Maka benarlah kata Eriks Levy, Ph.D, seorang asisten profesor yang menangani masalah patologi di bidang speech dan language dari universitas Columbia, NYC, "Kids this age (2-3 yo. Ed) are developing language skills rapidly, and they quickly absorb whatever they hear.They can learn to understand new words in two different languages at an incredibly fast rate."


Dulu, aku sempat meragukannya. Apakah dengan belajar dwibahasa, anak akan mengalami kebingungan bahasa bahkan bisa jadi terlambat bicara? Ternyata tidak juga. Ya, aku sendiri sudah menyaksikannya. Baru 2 bulan, sudah lumayan banyak bahasa minang yang diserap oleh Aafiya. Itu baru mendengarkan saja. Apalagi kalau benar-benar diajarkan. Jadi, rasanya tak ragu lagi untuk memulai bilingual programme buat Aafiya. Apalagi Usia bayi, usia toddler, adalah usia yang sangat bagus untuk memulai billingual, in shaa Allah... Setidaknya, untuk bahasa ibu (baca: bahasa negara asalnya) Aafiya alhamdulillah sudah mengerti dan sudah berkomunikasi. Sekarang, tinggal bagaimana membuat program untuk second language nya lagi, in shaa Allah.

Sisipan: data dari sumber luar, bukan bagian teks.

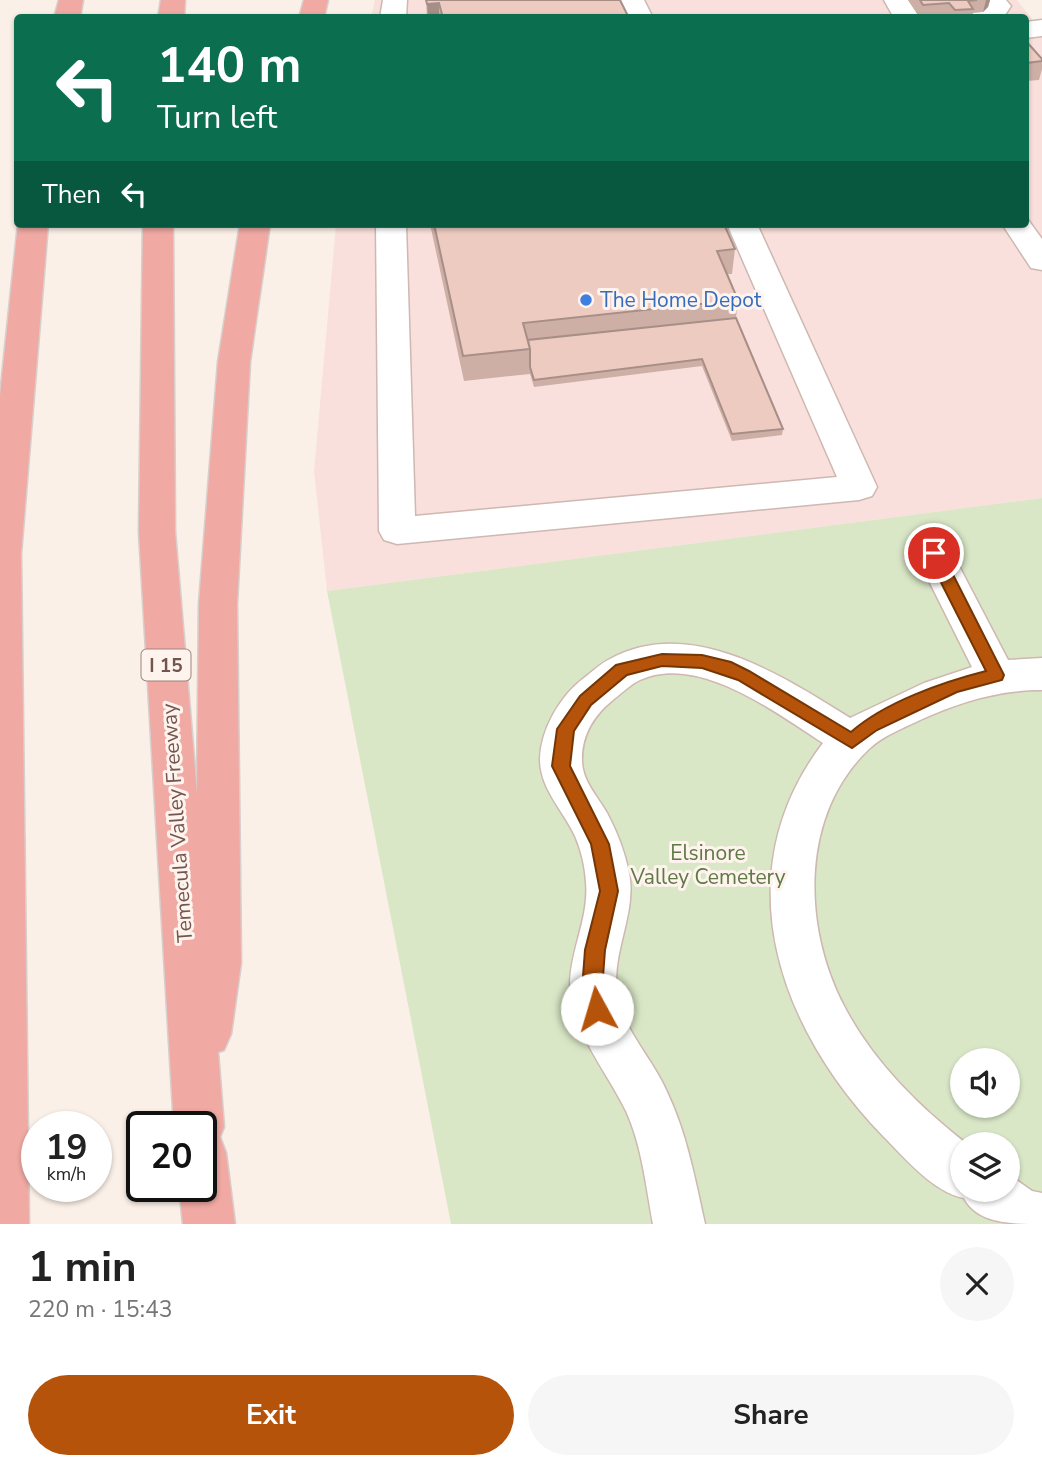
<!DOCTYPE html>
<meta charset="utf-8">
<style>
body{margin:0;font-family:"Nunito Sans",sans-serif;background:#f6f6f6;color:#222;height:100vh;display:flex;flex-direction:column;font-size:26px;white-space:nowrap}
*{box-sizing:border-box;margin:0}
p{font-size:23px;color:#767676}
.icon{flex:none;width:38px;height:38px;fill:none;stroke:currentColor;stroke-width:2;stroke-linecap:round;stroke-linejoin:round}
.map{position:relative;height:1224px;overflow:hidden}
.details{display:flex;flex-direction:column;background:#fff;flex:1}
.details>*{flex:none}
.top-card{position:absolute;left:14px;top:14px;width:1015px;height:214px;border-radius:7px;box-shadow:0 2px 5px #0004;background:#0b6e4f;color:#fff;overflow:hidden}
.tools{position:absolute;left:950px;top:1048px;display:grid;gap:14px}
.tools a{display:grid;place-items:center;width:70px;height:70px;border-radius:50%;background:#fff;box-shadow:0 2px 5px #0004;font-size:35px}
.speed{position:absolute;left:21px;top:1111px;display:flex;gap:14px;font-size:35px;font-weight:700;text-align:center}
.speed>*{display:grid;place-content:center;width:91px;height:91px;border-radius:50%;background:#fff;box-shadow:0 2px 5px #0004;line-height:1}
.speed small{font-size:18px;font-weight:400}
.speed .limit{border:4px solid #111;border-radius:10px;background:#fff;color:#111}
.pin{position:absolute;display:grid;place-items:center;width:60px;height:60px;color:#fff;margin:-30px;border:4px solid #fff;border-radius:50%;box-shadow:0 2px 7px #0007}
.me{position:absolute;width:77px;margin:-38px;rotate:354deg;stroke-linejoin:round;filter:drop-shadow(0 0 5px #0008)}
.turn{display:flex;align-items:center;gap:24px;height:147px;padding:0 28px;font-size:32px}
.turn .icon{width:91px;height:91px;stroke-width:2.5}
.turn b{display:block;font-size:49px;line-height:60px}
.then{display:flex;align-items:center;height:66px;padding:0 28px;background:#0003;gap:14px;font-size:26px}
.round{display:grid;place-items:center;flex:none;width:74px;height:74px;border-radius:37px;background:#f6f6f6}
.headline{display:flex;align-items:center;justify-content:space-between;height:119px;padding:0 28px}
h1{font-size:42px;font-weight:700;line-height:52px}
.primary-button{display:flex;gap:14px;margin-top:auto;padding:14px 28px}
.primary-button a{flex:1;height:80px;border-radius:42px;background:#b45309;color:#fff;font-size:28px;font-weight:700;line-height:80px;text-align:center}
.primary-button a+a{background:#f6f6f6;color:#222}
.map>svg:first-child{display:block}
.commercial{fill:#fae0dc}
.green{fill:#dae7c7;fill-rule:evenodd}
.lines{fill:none;stroke-linecap:round;stroke-linejoin:round}
.minor-casing{stroke:#ceb8b1;stroke-width:3}
.highway-casing{stroke:#d8cfcd;stroke-width:3}
.minor{fill:#fff;fill-rule:evenodd}
.highway{fill:#f0a9a3;fill-rule:evenodd}
.wall{fill:#cdafa6}
.shaded-wall{fill:#a78e87}
.building{fill:#eecbc1;stroke:#a78e87;stroke-width:2}
.route{fill:#b45309;stroke:#753606;stroke-width:2}
.shop-dot{fill:#3f7fe0;stroke:#fef4ed;stroke-width:2.5}
.labels{text-anchor:middle;stroke-width:6;stroke-linejoin:round;paint-order:stroke}
.shield{fill:#fef4ed;stroke:#9d847e;stroke-width:2}
.shield-label{font-size:19px;font-weight:bold;fill:#73544e}
.shop-label{font-size:21px;fill:#366cbe;stroke:#fef4ed;text-anchor:start}
.street-label{font-size:21px;fill:#73544e;stroke:#fef4ed}
.park-label{font-size:21px;fill:#5e7846;stroke:#fef4ed}
</style>
<div class="map">
<svg width="1042" height="1224" viewBox="0 0 1042 1224">
<rect width="100%" height="100%" fill="#fbf0e7"/>
<path class="commercial" d="M375,0H1017L1042,31V498L327,591L314,471L336,224H1026V18L371,17Z"/>
<path class="green" d="M1042,498V1224H451L327,591ZM962,1060H1008V1106H962ZM962,1144H1008V1190H962Z"/>
<g class="lines">
<g class="minor-casing">
<path id="minor" d="M383,0H407L406,18H380Z
M620,0H644L653,18H628Z
M884,0H908L920,18H894Z
M981,0H1006L1011,6L1003,18H959L962,13L985,7Z
M1042,20V36L1026,38V22Z
M1026,217L1042,239V270L1031,268L1002,224H1026Z
M376,224H406L415,516L837,477L727,224H757L877,487L872,496L859,500L397,544L384,540L379,531Z
M934,539L947,543L1008,660L1042,658V690C997,690 960,702 920,720C902,729 884,735 869,749C800,814 802,926 844,1006C872,1060 919,1107 967,1144H962V1190H1008V1174L1032,1191L1042,1193V1224C1013,1224 977,1224 964,1198C934,1193 905,1158 884,1137C779,1029 723,875 823,743C776,713 698,653 640,680C631,684 622,693 614,699C594,715 581,735 582,762C583,782 598,797 607,813C617,832 625,852 629,873C637,914 611,952 617,993C622,1029 653,1059 667,1092C687,1134 695,1179 705,1224H653C646,1187 642,1146 626,1111C609,1076 583,1045 573,1007C561,964 590,925 586,882C585,866 581,850 575,836C563,810 540,789 540,759C541,729 560,696 584,678C592,672 601,663 610,659C691,615 782,676 850,718L924,683L972,667L915,553L921,543Z"/>
</g>
<g class="highway-casing">
<path id="highway" d="M59,0H83L80,18H54Z
M161,0H185L184,18H158Z
M304,0H328L324,18H299Z
M18,224H48L21,554L29,1224H0V396Z
M143,224H173L175,532L197,794L199,604L218,362L240,224H270L250,362L237,604L241,963L231,1034L224,1050L218,1052L224,1127L220,1137L226,1153L235,1224H183L179,1186H201V1127H174L139,532Z"/>
</g>
<use href="#minor" class="minor"/>
<use href="#highway" class="highway"/>
</g>
<path class="wall" d="M426,0H620L629,18H427Z
M908,0H990L988,7L983,12L973,13L971,18H947L946,16L920,18Z
M1026,41L1042,59V69L1039,80L1026,81Z
M430,224H724L735,249L732,274H728L738,300L736,318L783,429L782,435L732,441L702,366L534,387L530,374L464,381Z"/>
<path class="shaded-wall" d="M986,0H990L988,7L983,12Z
M439,3V18H428L427,4Z"/>
<path class="building" d="M426,0H620L629,18H443L439,3L427,4Z
M920,0H977L968,1L973,9L955,10L949,3L923,5Z
M1026,41L1042,59V61L1026,63Z
M434,224H724L735,249L717,251L738,300L523,323L530,349L463,356Z
M736,318L783,429L732,434L702,359L534,380L530,367V349L528,340Z"/>
<path class="route" d="M934,548L942,553L1004,675L1002,680L957,692L877,730L852,748L738,680L702,668L662,666L627,675L591,705L574,731L570,766L609,844L618,891L605,950L602,990L607,1009L604,1016L597,1018L590,1016L582,990L585,950L600,891L591,844L552,766L557,729L580,696L616,665L662,654L702,655L731,662L749,671L851,732C885,702 943,682 986,671L926,553Z"/>
<circle class="shop-dot" cx="586" cy="300" r="7"/>
<g class="labels">
<rect class="shield" x="141.5" y="649.5" width="49" height="31" rx="5"/>
<g class="shield-label">
<text x="166" y="672">I 15</text>
</g>
<g class="shop-label">
<text x="600" y="307">The Home Depot</text>
</g>
<g class="street-label">
<text transform="translate(177 823) rotate(-94)" y="7">Temecula Valley Freeway</text>
</g>
<g class="park-label">
<text x="708" y="860">Elsinore<tspan x="708" dy="24">Valley Cemetery</tspan></text>
</g>
</g>
</svg>
<div class="tools">
<a><svg class="icon" aria-label="sound" viewBox="0 0 24 24"><path d="M4 9h4l5-4v14l-5-4H4zM17 9q2 3 0 6"/></svg></a>
<a><svg class="icon" aria-label="layers" viewBox="0 0 24 24"><path d="M12 4l9 5-9 5-9-5zM3 14l9 5 9-5"/></svg></a>
</div>
<div class="speed"><div>19<small>km/h</small></div><div class="limit">20</div></div>
<div class="pin" style="left:934px;top:553px;background:#d93025"><svg class="icon" aria-label="arrive" viewBox="0 0 24 24"><path d="M6 21V4h12l-3 4 3 4H6"/></svg></div>
<svg class="me" style="left:597px;top:1009px" viewBox="-20 -20 40 40"><circle r="19" fill="#fff"/><path d="M0-13L10 11 0 6-10 11z" fill="#b45309"/></svg>
<div class="top-card">
<div class="turn"><svg class="icon" aria-label="left" viewBox="0 0 24 24"><path d="M17 20v-9H6M10 6l-5 5 5 5"/></svg><div><b>140 m</b>Turn left</div></div>
<div class="then">Then<svg class="icon" aria-label="left" viewBox="0 0 24 24"><path d="M17 20v-9H6M10 6l-5 5 5 5"/></svg></div>
</div>
</div>
<section class="details">
<div class="headline"><div><h1>1 min</h1><p>220 m · 15:43</p></div><a class="round"><svg class="icon" aria-label="close" viewBox="0 0 24 24"><path d="M6 6l12 12M18 6L6 18"/></svg></a></div>
<div class="primary-button"><a>Exit</a><a>Share</a></div>
</section>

Dulu, aku tidak terlalu aware dengan pentingnya mengenal berbagai bahasa asing. Jika ada brosur atau apapun itu, aku pasti nyari yang bahasa indonesianya aja 😆. Kecuali textbook farmasi klinis dan jurnal, rasanya dulu malas sekali membaca artikel berbahasa inggris. (Emak aafiya parah yak 😌). Naaah, ketika sudah keluar dari tempurung (baca: keluar negeri), mau ga mau mesti interaksi kaan sama orang dan mesti baca petunjuk ini itu kaan kalo beli sesuatu, misal buku petunjuk penggunaan suatu barang elektronik. Segala penunjuk arah, instruksi, apapun itu mesti deh ga ada bahasa indonesianya. Yaiyalah! Mau ga mau harus baca yang english kan (since my arabic not too good enough to understand an instruction 😶). Lama-lama akhirnya terbiasa juga. Meski pun, untuk ngomong, cuap2--kalo ga dalam kondisi terpaksa, misalnya lagi ga bareng suami dan mau nanya sesuatu ama SPG mall misalnya 😀 atau ngobrol sama dokter misalnya, masi kadang kurang confident 😣.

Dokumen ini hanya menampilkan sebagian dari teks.